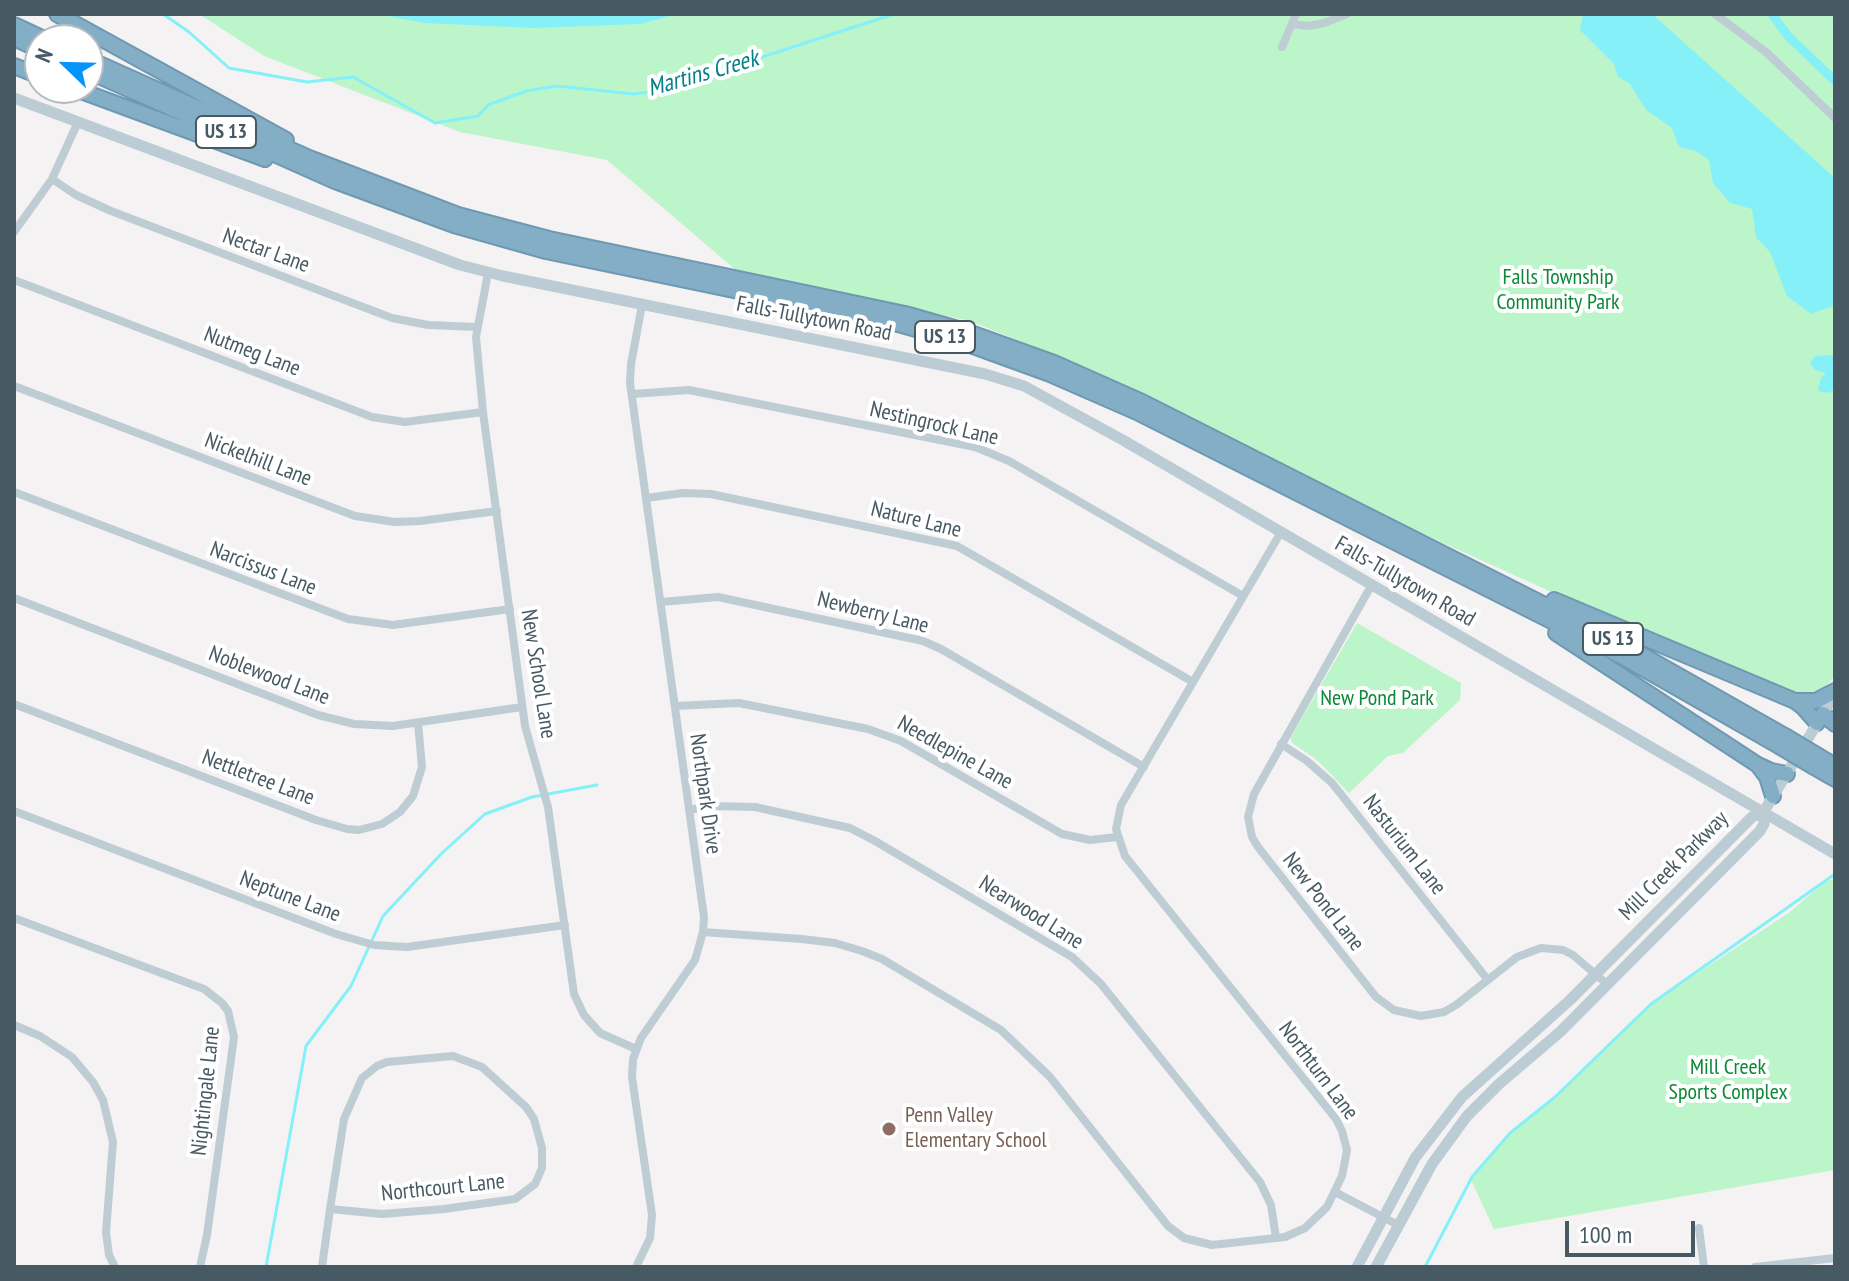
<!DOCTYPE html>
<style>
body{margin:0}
#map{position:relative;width:1849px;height:1281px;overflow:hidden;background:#f4f2f2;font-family:"PT Sans Narrow",sans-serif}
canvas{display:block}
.frame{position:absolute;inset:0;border:16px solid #475962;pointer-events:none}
.north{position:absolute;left:24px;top:24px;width:80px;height:80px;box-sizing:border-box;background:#fff;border:2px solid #b5bdc0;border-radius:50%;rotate:293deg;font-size:22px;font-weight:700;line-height:32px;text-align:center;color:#475962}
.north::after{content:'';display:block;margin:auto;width:28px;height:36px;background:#0494fc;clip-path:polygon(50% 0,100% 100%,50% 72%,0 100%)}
.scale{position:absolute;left:1565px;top:1221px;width:130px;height:36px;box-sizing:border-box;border:4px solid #475962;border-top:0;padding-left:10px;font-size:24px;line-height:28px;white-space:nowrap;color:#475962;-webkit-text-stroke:6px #fff;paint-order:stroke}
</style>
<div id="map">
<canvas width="1849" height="1281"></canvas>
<div class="frame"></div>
<div class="north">N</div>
<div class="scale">100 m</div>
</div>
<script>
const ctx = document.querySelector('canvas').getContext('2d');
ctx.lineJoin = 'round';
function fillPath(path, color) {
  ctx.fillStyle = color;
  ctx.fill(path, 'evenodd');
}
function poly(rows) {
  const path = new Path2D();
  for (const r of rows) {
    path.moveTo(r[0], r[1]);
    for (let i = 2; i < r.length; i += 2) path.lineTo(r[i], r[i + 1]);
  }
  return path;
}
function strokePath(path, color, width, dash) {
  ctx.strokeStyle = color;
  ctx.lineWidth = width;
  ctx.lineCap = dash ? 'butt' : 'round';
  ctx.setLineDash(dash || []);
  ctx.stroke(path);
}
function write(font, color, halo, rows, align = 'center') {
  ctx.font = font + ' "PT Sans Narrow",sans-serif';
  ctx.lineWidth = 8;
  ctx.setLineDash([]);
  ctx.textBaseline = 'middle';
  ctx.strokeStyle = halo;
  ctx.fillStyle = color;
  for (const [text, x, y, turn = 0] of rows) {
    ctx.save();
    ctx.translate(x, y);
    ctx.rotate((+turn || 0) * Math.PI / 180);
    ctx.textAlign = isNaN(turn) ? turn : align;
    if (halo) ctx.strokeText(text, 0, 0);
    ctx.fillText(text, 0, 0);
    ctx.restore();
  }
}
fillPath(poly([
 [199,14,1835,14,1835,676,1820,692,1804,697,1795,695,1611,619,1364,507,1082,366,970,321,737,271,607,160,460,132,264,56],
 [1357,623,1461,683,1460,700,1403,753,1388,756,1349,793,1317,760,1291,742,1291,737],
 [1835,878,1835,1170,1494,1229,1471,1180,1510,1133,1551,1100,1651,1004,1790,912,1822,884]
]), '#bdf5ca');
fillPath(poly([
 [378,14,678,14,640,24,533,28,424,23],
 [1583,14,1652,14,1835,178,1835,305,1811,314,1787,296,1770,252,1756,237,1752,209,1730,203,1713,183,1709,160,1696,151,1679,147,1672,128,1646,110,1630,84,1618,77,1614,64,1580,30],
 [1835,355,1835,389,1828,393,1818,391,1821,378,1826,373,1815,370,1810,363,1815,356]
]), '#85f0f7');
strokePath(poly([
 [163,14,189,32,229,68,307,82,353,77,435,123,478,116,488,105,526,91,557,86,633,94,656,91,716,65,753,60,894,14],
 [1831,14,1835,17],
 [266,1267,306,1046,351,986,383,916,442,853,485,814,532,797,597,785],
 [1425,1267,1472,1177,1510,1133,1555,1097,1651,1004,1835,874]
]), '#85f0f7', 3);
strokePath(poly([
 [1772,14,1787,35,1835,81]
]), '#85f0f7', 9);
const highway = poly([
 [57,14,286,140],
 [14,25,46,40],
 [14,38,40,50],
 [88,59,309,158,458,215,549,239,905,314,965,331,1054,363,1142,402,1628,647,1785,736],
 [14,66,40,76],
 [88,71,335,181,454,225,546,251,902,325,962,342,1050,374,1137,412,1623,657,1779,746],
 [73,88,265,159],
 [1554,600,1795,701,1803,707,1817,723],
 [1556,633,1758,765,1771,771,1787,774],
 [1795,701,1816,701,1835,691],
 [1823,714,1835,724],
 [1820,757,1835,766],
 [1758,765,1767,777,1773,796],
 [1814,767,1835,779]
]);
strokePath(highway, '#6f99b2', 18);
strokePath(poly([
 [1715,14,1766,52,1835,118],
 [1292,24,1308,26,1324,23,1347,14],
 [1282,47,1296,14],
 [52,179,76,195,111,211,392,318,428,325,476,327],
 [14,232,52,179,78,122],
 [488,273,476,337,483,412,525,726,548,807,574,994,584,1015,600,1033,636,1049],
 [14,280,372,417,405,422,483,412],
 [14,386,355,516,395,522,420,521,497,511],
 [632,394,689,390,975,447,1009,461,1243,596],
 [14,492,348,619,393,625,510,609],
 [646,498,683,493,711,494,957,546,1193,682],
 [1371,586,1254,794,1248,817,1252,837,1258,847,1376,997,1394,1010,1421,1016,1444,1012,1456,1005,1517,957,1541,948,1563,950,1573,955,1608,985],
 [14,598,318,715,354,724,393,726,522,707],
 [661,602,718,597,923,641,941,649,1144,767],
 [14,704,316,820,347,829,359,830,382,824,400,812,413,796,422,767,418,723],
 [675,706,739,703,868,729,901,741,1062,834,1090,840,1117,837],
 [1281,744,1307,761,1332,783,1488,980],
 [689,810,711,806,755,807,850,828,875,841,1072,957,1101,984,1260,1182,1271,1205,1276,1238],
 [14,811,336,934,374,945,407,947,565,925],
 [14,918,204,989,222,1003,228,1011,234,1037,207,1235,200,1267],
 [703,932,802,939,835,943,862,951,882,959,1001,1030,1050,1077,1168,1226,1184,1238,1212,1245,1285,1237,1305,1228,1327,1207,1342,1176,1347,1150,1342,1131,1336,1119,1125,856,1116,829,1121,805,1281,532],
 [14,1025,40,1036,72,1057,93,1082,103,1100,113,1142,106,1232,109,1255,115,1267],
 [453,1056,482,1067,526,1107,534,1119,542,1148,542,1168,535,1184,515,1199,444,1209,382,1214,330,1209,344,1119,362,1078,377,1066,387,1062,453,1056],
 [1335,1192,1398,1225],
 [1699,1228,1704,1267],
 [322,1267,330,1209],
 [636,1267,650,1238,652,1215,632,1077,633,1059,641,1038,695,960,703,932,704,917,630,383,631,364,642,305],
 [1755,1267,1835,1258]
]), '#beccd3', 8);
strokePath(poly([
 [14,98,460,265,503,276,985,374,1024,386,1121,439,1835,854],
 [1763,813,1835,694],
 [1357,1267,1415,1158,1462,1097,1570,1000,1752,817,1763,813],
 [1376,1267,1432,1164,1467,1116,1499,1084,1560,1032,1760,831,1764,824,1763,813]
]), '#bcccd5', 11);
strokePath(highway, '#84aec6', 14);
const highwayBridge = poly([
 [1785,736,1820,757],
 [1779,746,1814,767]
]);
strokePath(highwayBridge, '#6f99b2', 18, []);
strokePath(highwayBridge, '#84aec6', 14);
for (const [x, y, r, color] of [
 [889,1129,8,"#8d6e63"]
]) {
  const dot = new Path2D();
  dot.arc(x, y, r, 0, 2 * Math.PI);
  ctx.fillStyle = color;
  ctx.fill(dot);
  strokePath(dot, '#fff', 3);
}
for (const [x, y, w] of [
 [226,132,60],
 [945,337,60],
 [1613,639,60]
]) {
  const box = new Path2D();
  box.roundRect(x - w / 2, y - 16, w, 32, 6);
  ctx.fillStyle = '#fff';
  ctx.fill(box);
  strokePath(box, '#475962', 2);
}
write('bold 20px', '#475962', null, [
 ["US 13",226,132],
 ["US 13",945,337],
 ["US 13",1613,639]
]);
write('22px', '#475962', '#fff', [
 ["Nectar Lane",266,251,20],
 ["Falls-Tullytown Road",814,319,11],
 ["Nutmeg Lane",252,352,21],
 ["Nestingrock Lane",934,424,13],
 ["Nickelhill Lane",258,460,21],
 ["Nature Lane",916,520,14],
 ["Narcissus Lane",263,569,21],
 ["Falls-Tullytown Road",1405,582,30],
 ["Newberry Lane",873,613,14],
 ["New School Lane",538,674,81],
 ["Noblewood Lane",269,676,21],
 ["Needlepine Lane",955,753,29],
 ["Nettletree Lane",258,778,21],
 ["Northpark Drive",705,794,82],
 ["Nasturium Lane",1404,845,52],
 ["Mill Creek Parkway",1674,866,-45],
 ["Neptune Lane",290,897,21],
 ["New Pond Lane",1323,902,52],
 ["Nearwood Lane",1031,913,32],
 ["Northturn Lane",1318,1071,53],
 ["Nightingale Lane",206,1091,-84],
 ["Northcourt Lane",443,1188,-6]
]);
write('22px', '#0c8938', '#fff', [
 ["Falls Township",1558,278],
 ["Community Park",1558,303],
 ["New Pond Park",1377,699],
 ["Mill Creek",1728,1068],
 ["Sports Complex",1728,1093]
]);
write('22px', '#785e54', '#fff', [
 ["Penn Valley",905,1116],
 ["Elementary School",905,1141]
], 'left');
write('italic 24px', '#058089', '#fff', [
 ["Martins Creek",703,74,-16]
]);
</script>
----------------
**Exercise**
Reproduce, exactly as they stand in the data above, the lines from the one that holds "for (const [x, y, r, color]" to the one that holds "strokePath(box, '#475962', 2);", inclusive.

**Expected output**
for (const [x, y, r, color] of [
 [889,1129,8,"#8d6e63"]
]) {
  const dot = new Path2D();
  dot.arc(x, y, r, 0, 2 * Math.PI);
  ctx.fillStyle = color;
  ctx.fill(dot);
  strokePath(dot, '#fff', 3);
}
for (const [x, y, w] of [
 [226,132,60],
 [945,337,60],
 [1613,639,60]
]) {
  const box = new Path2D();
  box.roundRect(x - w / 2, y - 16, w, 32, 6);
  ctx.fillStyle = '#fff';
  ctx.fill(box);
  strokePath(box, '#475962', 2);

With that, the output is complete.